# What this task involves:
Among the entries below, count the lines that contain the word "High". Write down only the total.

[Collected data]

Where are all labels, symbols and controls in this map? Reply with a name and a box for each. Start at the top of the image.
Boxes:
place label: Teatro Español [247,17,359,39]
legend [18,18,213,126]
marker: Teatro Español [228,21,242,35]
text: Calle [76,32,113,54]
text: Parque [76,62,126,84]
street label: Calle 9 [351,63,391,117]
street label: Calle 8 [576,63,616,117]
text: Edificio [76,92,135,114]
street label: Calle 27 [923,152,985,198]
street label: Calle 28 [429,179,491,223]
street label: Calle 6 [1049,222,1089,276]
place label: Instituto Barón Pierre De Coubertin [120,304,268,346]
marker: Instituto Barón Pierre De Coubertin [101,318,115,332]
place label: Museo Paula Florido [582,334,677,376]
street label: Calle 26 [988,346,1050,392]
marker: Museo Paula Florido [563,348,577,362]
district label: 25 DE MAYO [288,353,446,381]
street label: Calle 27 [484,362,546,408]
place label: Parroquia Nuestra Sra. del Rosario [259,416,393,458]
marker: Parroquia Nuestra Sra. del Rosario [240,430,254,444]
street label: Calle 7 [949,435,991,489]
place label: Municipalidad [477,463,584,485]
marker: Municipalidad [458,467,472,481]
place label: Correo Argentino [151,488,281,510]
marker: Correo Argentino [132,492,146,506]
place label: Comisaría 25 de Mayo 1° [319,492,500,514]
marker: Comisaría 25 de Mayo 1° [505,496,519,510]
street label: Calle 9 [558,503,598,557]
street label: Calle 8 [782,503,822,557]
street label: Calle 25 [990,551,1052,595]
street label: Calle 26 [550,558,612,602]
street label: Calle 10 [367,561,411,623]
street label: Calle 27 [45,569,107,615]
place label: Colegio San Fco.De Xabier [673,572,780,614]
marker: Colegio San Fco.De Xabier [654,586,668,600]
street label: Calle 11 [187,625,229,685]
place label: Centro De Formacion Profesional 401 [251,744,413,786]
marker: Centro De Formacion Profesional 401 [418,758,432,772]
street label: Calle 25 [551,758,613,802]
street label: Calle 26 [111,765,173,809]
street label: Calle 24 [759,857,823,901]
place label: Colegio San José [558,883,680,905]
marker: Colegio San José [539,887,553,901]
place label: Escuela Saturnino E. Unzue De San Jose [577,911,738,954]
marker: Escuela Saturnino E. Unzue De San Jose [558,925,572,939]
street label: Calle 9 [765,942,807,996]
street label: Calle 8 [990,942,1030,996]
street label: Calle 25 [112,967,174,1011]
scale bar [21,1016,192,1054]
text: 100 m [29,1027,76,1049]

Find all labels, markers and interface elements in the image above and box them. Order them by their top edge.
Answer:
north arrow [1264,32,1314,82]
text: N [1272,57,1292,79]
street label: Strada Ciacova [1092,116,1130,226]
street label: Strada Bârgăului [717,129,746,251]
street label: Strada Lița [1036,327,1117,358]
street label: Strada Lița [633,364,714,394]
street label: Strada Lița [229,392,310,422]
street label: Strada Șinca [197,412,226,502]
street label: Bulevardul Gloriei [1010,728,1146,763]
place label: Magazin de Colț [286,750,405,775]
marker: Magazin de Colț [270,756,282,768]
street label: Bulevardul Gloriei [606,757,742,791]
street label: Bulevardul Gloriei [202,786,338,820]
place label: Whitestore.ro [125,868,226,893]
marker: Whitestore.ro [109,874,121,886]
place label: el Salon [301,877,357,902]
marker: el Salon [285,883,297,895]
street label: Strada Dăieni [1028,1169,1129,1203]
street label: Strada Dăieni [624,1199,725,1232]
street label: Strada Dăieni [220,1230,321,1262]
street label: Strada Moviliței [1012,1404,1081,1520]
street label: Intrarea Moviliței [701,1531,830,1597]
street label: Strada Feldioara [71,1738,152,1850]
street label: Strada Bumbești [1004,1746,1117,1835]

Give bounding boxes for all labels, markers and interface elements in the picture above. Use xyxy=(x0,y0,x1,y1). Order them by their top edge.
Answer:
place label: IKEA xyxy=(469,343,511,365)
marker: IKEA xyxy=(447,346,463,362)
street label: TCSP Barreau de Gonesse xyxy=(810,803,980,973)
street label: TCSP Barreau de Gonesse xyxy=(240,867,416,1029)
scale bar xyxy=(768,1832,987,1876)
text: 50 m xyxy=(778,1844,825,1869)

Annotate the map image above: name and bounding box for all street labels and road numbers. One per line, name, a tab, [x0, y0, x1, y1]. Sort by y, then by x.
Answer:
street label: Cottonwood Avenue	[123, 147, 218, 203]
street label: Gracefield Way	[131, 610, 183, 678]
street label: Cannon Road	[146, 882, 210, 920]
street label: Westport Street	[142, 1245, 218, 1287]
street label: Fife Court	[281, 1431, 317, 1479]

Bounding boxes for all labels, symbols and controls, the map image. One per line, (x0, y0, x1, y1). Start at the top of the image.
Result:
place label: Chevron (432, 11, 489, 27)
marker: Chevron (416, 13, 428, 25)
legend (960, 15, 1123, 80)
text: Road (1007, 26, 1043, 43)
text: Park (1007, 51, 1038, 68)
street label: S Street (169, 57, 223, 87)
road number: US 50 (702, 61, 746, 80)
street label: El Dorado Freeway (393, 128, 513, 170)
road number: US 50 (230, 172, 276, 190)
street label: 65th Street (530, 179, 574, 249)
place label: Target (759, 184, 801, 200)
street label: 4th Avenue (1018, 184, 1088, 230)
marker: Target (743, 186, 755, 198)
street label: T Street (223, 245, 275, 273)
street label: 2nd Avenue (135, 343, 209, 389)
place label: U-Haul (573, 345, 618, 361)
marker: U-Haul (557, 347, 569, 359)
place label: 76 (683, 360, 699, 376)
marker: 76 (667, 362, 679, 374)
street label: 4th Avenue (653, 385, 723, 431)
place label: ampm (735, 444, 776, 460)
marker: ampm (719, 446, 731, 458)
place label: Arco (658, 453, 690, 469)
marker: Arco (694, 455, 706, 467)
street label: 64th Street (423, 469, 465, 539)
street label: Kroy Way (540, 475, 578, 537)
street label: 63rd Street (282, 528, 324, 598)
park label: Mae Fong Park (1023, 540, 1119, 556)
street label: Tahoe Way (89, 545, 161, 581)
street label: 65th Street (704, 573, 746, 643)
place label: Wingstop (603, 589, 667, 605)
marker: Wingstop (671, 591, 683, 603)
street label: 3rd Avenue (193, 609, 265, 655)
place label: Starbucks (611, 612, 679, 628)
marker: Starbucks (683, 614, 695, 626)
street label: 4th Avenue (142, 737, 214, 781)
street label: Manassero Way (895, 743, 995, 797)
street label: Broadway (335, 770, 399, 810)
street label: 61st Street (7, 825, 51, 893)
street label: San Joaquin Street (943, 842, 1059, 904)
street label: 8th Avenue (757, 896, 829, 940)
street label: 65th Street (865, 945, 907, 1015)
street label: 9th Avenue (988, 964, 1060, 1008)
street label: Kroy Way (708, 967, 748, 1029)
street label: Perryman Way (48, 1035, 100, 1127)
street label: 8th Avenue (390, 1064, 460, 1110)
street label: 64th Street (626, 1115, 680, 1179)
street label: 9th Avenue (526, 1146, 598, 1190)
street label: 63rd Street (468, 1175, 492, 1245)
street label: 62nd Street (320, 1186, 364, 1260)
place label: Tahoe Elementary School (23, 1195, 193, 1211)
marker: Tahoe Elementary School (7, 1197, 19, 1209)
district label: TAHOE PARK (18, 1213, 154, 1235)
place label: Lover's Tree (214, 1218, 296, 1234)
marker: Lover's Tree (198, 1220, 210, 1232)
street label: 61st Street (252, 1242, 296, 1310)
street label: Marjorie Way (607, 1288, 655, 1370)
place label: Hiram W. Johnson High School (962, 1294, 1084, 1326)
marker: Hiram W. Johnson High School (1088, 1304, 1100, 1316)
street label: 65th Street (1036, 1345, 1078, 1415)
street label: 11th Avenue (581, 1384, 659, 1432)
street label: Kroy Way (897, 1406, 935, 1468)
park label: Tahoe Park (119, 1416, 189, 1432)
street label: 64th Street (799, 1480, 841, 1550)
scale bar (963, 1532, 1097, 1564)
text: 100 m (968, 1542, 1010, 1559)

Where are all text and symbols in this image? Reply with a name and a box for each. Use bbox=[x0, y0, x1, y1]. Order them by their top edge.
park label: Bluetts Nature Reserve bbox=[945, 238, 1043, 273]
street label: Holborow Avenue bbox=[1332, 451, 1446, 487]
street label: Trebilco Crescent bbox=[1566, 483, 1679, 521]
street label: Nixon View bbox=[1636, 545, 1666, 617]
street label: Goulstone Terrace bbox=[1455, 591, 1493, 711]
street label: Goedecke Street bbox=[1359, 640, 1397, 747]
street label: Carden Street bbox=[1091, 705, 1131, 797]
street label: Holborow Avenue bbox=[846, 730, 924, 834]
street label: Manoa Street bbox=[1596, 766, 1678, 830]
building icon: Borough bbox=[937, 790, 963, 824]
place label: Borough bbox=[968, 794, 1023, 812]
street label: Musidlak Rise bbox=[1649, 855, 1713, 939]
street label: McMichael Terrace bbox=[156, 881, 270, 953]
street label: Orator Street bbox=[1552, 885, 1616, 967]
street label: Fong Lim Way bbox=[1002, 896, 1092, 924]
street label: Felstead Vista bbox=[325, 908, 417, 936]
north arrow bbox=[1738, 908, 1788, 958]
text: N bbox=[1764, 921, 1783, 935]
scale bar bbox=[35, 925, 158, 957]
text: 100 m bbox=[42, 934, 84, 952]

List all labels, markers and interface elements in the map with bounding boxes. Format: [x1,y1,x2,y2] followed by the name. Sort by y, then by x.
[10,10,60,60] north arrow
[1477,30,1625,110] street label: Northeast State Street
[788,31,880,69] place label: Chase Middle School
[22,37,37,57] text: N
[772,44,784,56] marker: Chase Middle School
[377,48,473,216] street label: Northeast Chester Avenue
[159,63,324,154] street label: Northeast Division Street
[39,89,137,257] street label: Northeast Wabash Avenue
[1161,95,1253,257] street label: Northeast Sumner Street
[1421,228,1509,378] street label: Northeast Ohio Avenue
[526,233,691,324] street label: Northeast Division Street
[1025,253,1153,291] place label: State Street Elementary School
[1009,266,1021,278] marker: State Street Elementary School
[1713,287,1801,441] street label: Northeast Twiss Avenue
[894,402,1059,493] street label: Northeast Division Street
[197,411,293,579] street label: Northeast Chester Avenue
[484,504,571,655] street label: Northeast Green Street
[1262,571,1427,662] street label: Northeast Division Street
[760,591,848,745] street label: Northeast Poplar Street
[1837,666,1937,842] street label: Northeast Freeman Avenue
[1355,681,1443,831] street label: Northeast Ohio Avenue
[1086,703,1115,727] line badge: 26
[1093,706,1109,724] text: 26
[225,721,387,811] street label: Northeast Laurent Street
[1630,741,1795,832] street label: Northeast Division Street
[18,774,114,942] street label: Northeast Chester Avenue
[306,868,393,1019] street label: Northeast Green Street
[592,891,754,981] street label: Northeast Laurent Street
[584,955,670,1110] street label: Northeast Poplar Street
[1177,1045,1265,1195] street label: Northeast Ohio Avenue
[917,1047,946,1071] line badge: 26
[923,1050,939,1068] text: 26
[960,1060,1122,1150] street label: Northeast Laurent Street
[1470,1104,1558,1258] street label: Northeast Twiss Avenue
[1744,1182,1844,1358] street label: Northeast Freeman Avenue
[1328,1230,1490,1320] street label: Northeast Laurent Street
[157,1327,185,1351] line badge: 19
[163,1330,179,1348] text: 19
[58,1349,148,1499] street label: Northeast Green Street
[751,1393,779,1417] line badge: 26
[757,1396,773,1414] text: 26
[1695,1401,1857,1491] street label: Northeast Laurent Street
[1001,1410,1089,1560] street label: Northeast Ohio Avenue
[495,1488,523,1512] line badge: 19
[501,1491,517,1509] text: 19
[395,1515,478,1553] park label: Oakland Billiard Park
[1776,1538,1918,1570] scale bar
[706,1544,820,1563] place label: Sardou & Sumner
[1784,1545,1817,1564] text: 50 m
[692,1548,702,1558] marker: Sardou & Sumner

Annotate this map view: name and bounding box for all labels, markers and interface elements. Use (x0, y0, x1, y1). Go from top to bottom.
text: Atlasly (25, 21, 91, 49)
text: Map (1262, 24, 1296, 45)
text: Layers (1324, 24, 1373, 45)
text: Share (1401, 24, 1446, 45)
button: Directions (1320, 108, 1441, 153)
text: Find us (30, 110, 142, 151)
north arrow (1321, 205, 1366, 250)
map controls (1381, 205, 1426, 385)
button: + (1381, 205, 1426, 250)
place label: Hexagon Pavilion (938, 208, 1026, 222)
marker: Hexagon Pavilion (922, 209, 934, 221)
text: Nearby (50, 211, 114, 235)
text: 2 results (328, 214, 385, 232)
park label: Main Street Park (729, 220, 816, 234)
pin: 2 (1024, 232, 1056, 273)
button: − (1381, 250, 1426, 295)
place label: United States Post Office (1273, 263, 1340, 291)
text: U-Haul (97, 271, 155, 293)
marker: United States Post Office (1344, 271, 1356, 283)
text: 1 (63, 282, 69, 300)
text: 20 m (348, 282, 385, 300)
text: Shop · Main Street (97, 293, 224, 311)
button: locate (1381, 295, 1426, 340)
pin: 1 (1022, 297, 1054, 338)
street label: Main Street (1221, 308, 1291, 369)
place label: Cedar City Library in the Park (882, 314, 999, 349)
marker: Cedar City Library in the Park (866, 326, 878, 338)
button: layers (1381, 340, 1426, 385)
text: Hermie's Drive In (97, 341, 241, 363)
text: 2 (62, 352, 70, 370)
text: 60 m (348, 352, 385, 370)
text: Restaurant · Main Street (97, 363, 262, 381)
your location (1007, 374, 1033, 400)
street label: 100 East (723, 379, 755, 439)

# Solution for this task:
2